▶ _PROBLEM TO SOLVE_
In full and exactly, please return the records, but keep out the pictures.
----
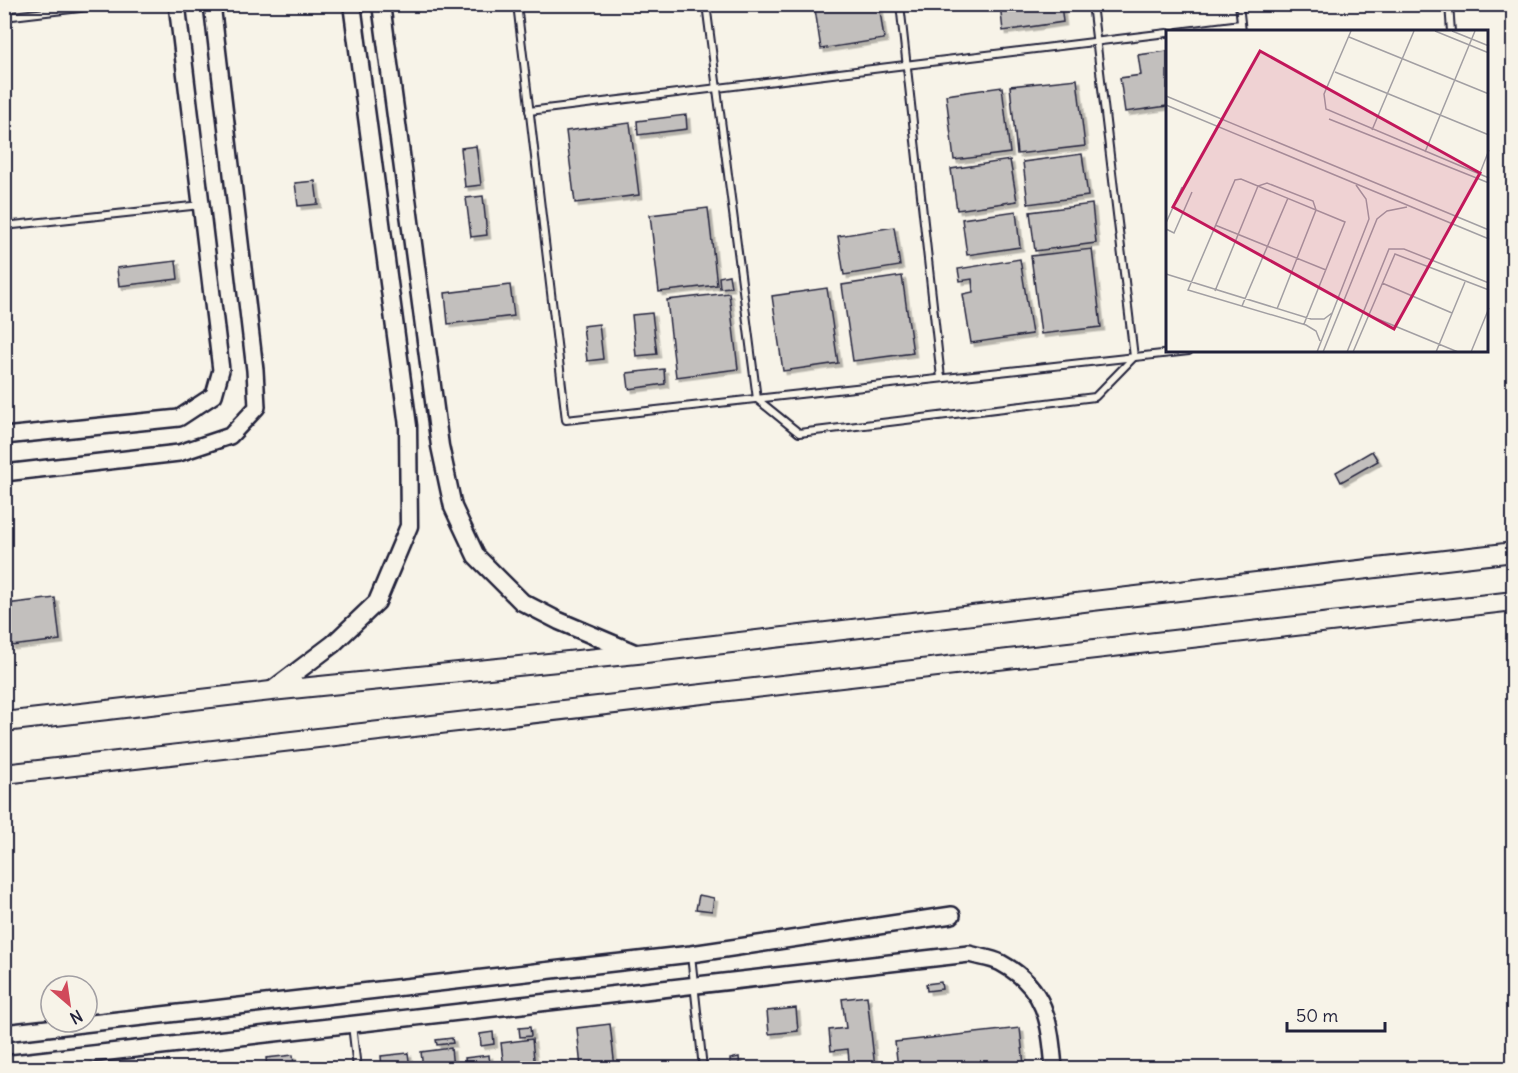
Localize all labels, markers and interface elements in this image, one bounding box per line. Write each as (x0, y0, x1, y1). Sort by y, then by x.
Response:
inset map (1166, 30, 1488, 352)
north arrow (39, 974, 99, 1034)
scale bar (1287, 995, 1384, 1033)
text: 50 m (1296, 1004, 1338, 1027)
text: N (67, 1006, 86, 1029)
----
▶ _RESULT_
Localize all labels, markers and interface elements in this image, one bounding box per line. Write each as (x0, y0, x1, y1). Sort by y, then by x.
Response:
inset map (1166, 30, 1488, 352)
north arrow (39, 974, 99, 1034)
scale bar (1287, 995, 1384, 1033)
text: 50 m (1296, 1004, 1338, 1027)
text: N (67, 1006, 86, 1029)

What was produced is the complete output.